Wieslaw Oczkowski, MD, is a professor emeritus in the Department of Medicine at McMaster University and director of the Regional Stroke Network for the Central South Ontario Region.
When using antiseizure treatment, why do we continue to rely on seizure morphology rather than use biologic, metabolic, or genetic markers in an attempt to individualize therapy (possibly with the exception of vigabatrin in infantile spasms associated with tuberous sclerosis)?
There are some epilepsy syndromes that respond to specific treatments and are genetic.
In my world, in the adult world, most epilepsy is not syndromic and genetic, it’s going to be a lot of it. I believe in the future, as the population ages and we survive other problems, we’ll have focal-onset epilepsy as the predominant type of epilepsy. The treatments for those are going to have to be very specific and including other things beyond medications.
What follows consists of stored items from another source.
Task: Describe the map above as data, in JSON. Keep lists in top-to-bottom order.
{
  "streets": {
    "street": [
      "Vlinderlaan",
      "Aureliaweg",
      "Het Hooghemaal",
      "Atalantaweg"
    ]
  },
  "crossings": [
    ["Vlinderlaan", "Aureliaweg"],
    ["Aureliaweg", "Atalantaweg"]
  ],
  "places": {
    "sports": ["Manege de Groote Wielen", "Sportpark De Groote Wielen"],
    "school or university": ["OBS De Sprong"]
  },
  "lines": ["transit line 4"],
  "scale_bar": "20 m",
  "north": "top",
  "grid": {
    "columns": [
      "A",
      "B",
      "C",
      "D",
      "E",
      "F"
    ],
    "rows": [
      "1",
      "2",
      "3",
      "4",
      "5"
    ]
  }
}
At the moment, our best line of treatment is the appropriate anticonvulsant. We use the semiology, or the way the seizure presents, as an important way to start the treatment. The reason we do that is, for example, in focal-onset epilepsy, treatment trials have shown that one medication is better than another, while in other trials in people with generalized epilepsy it has been shown that one other medication is better than another. So again, we go back to [the statement that] it’ll be important for us to do further randomized trials on different types of epilepsy and the entire semiology and etiology of the epilepsy will still be an important component before treatment.